Parfois, il se lasse de se sustenter au milieu d’un marché, certes pittoresque,
avec des trucs pleins d’huile dans une feuille de bananier, et des fruits qui
dégoulinent sur les doigts. Heureusement, il existe des havres de paix, des
oasis de fraîcheur où une douce musique résonne agréablement aux oreilles.
Merci aux hôtels de luxe, au Sheraton, au Méridien, pour leurs magnifiques
buffets À VOLONTÉ ! Il n’y a guère que dans ces hôtels des pays en voie de
développement que le routard peut se payer une telle abondance de mets, et il
en a conscience. Lui qui vit habituellement de pois chiches grillés et de bananes,
a soudain peur de manquer : il entasse sur une seule assiette de
porcelaine les entrées, les plats de résistance et les desserts.

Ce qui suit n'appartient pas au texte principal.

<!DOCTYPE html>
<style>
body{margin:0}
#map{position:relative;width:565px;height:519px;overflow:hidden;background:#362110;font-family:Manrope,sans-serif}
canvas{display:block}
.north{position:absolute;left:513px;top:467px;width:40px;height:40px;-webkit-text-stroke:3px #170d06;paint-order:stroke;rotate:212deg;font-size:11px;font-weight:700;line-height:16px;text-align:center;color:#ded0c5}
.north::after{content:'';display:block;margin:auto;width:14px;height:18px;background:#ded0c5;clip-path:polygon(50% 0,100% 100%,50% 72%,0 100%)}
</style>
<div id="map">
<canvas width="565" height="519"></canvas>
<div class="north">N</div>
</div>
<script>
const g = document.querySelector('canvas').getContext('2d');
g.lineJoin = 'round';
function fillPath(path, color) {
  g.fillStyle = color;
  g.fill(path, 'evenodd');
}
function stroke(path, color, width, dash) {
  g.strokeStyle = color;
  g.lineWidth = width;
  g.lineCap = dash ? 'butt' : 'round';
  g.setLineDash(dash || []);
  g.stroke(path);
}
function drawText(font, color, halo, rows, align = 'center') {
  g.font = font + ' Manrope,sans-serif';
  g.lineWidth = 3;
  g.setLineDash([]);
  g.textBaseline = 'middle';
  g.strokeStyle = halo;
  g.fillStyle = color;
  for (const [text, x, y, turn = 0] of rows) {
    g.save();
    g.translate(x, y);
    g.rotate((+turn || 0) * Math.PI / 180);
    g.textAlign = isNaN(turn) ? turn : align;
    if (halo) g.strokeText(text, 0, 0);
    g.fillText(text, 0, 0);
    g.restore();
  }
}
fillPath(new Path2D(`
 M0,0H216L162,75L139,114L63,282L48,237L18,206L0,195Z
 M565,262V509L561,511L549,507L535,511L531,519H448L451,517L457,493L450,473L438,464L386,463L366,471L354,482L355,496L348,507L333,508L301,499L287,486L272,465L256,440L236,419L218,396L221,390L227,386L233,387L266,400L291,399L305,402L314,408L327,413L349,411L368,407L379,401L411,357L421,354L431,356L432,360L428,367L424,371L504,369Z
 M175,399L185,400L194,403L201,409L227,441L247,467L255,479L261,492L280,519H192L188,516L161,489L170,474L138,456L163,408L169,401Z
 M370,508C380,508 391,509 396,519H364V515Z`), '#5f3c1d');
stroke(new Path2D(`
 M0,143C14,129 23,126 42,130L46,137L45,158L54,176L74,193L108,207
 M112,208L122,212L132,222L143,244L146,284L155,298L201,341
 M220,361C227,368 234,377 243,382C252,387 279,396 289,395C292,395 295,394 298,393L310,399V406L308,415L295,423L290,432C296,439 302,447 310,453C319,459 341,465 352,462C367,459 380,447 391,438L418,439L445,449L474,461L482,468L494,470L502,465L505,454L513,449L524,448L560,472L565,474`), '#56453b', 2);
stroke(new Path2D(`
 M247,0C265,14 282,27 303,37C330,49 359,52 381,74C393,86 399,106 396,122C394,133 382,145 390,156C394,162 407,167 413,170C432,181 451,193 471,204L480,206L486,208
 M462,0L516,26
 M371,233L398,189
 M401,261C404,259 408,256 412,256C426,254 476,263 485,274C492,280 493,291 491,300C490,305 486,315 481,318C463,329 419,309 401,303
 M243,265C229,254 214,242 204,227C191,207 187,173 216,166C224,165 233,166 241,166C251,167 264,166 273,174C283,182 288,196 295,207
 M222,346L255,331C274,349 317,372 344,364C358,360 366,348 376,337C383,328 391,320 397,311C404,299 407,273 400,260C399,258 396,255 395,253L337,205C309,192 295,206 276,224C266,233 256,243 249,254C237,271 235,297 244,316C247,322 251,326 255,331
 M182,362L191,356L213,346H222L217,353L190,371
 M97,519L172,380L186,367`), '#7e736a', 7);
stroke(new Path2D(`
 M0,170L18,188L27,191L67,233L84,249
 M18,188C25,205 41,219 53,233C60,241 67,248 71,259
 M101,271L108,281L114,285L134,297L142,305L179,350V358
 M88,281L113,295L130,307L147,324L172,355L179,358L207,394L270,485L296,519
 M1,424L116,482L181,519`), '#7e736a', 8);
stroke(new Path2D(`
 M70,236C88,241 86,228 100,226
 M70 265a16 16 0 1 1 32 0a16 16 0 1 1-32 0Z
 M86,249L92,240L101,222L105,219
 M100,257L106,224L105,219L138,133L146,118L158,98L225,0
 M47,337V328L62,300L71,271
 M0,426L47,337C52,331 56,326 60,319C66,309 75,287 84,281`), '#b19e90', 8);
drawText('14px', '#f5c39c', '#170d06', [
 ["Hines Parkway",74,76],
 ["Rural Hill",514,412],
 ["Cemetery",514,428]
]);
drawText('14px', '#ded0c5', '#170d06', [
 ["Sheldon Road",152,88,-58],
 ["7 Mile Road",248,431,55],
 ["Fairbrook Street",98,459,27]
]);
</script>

On ne sait
jamais, il a vu un groupe de congressistes japonais à l’autre bout de la salle.
Sous
réserve de ne pas vomir dans les deux heures cette nourriture soudain abondante
et riche, c’est une formule économique qui permet de sauter un repas !
Le look du Routard
Certains
d’entre vous n’ont peut-être aucune idée du look d’un routard “basique”. Voici
quelques précisions.
Le
look du routard “basique” correspond souvent au premier pays visité car il
adopte généralement les fabrications locales. C’est très flagrant en Inde, où
les prix extrêmement faibles permettent aux budgets les plus bas l’achat d’une
garde-robe complète.
Les
Anglaises portent une tunique longue par-dessus laquelle elles enfilent un
court gilet sans manche, un pantalon large du haut et serré aux chevilles ou
une jupe longue et colorée en coton froissé. Parfois les trainings remplacent
les sandales à lanières de cuir naturel. Elles ont souvent un 3e œil sur le
front, des pendants d’oreille, et un petit anneau dans la narine, et un
tatouage discret sur le bras.
Sur
l’épaule, un sac à bandoulière en tissu viendra donner une touche finale à ce
tableau soixante-huitard.
Parfois,
l’habillement permet de reconstituer plus ou moins l’itinéraire. Seulement plus
ou moins. Imaginez que vous rencontrez un routard avec une tunique à la Nehru
sur un pantalon en batik, des tongs aux pieds, une casquette brodée birmane sur
la tête. Inde, Birmanie, Indonésie ? Ou seulement Khao San Road à Bangkok ?
D’autres
préfèrent le look occidental décadent caractérisé par un T-shirt délavé aux
coutures déchirées. Quelques coups de ciseaux bien appliqués peuvent accélérer
le processus de dégradation.
Et
maintenant, que croyez-vous que je voie quand je me regarde dans le miroir ?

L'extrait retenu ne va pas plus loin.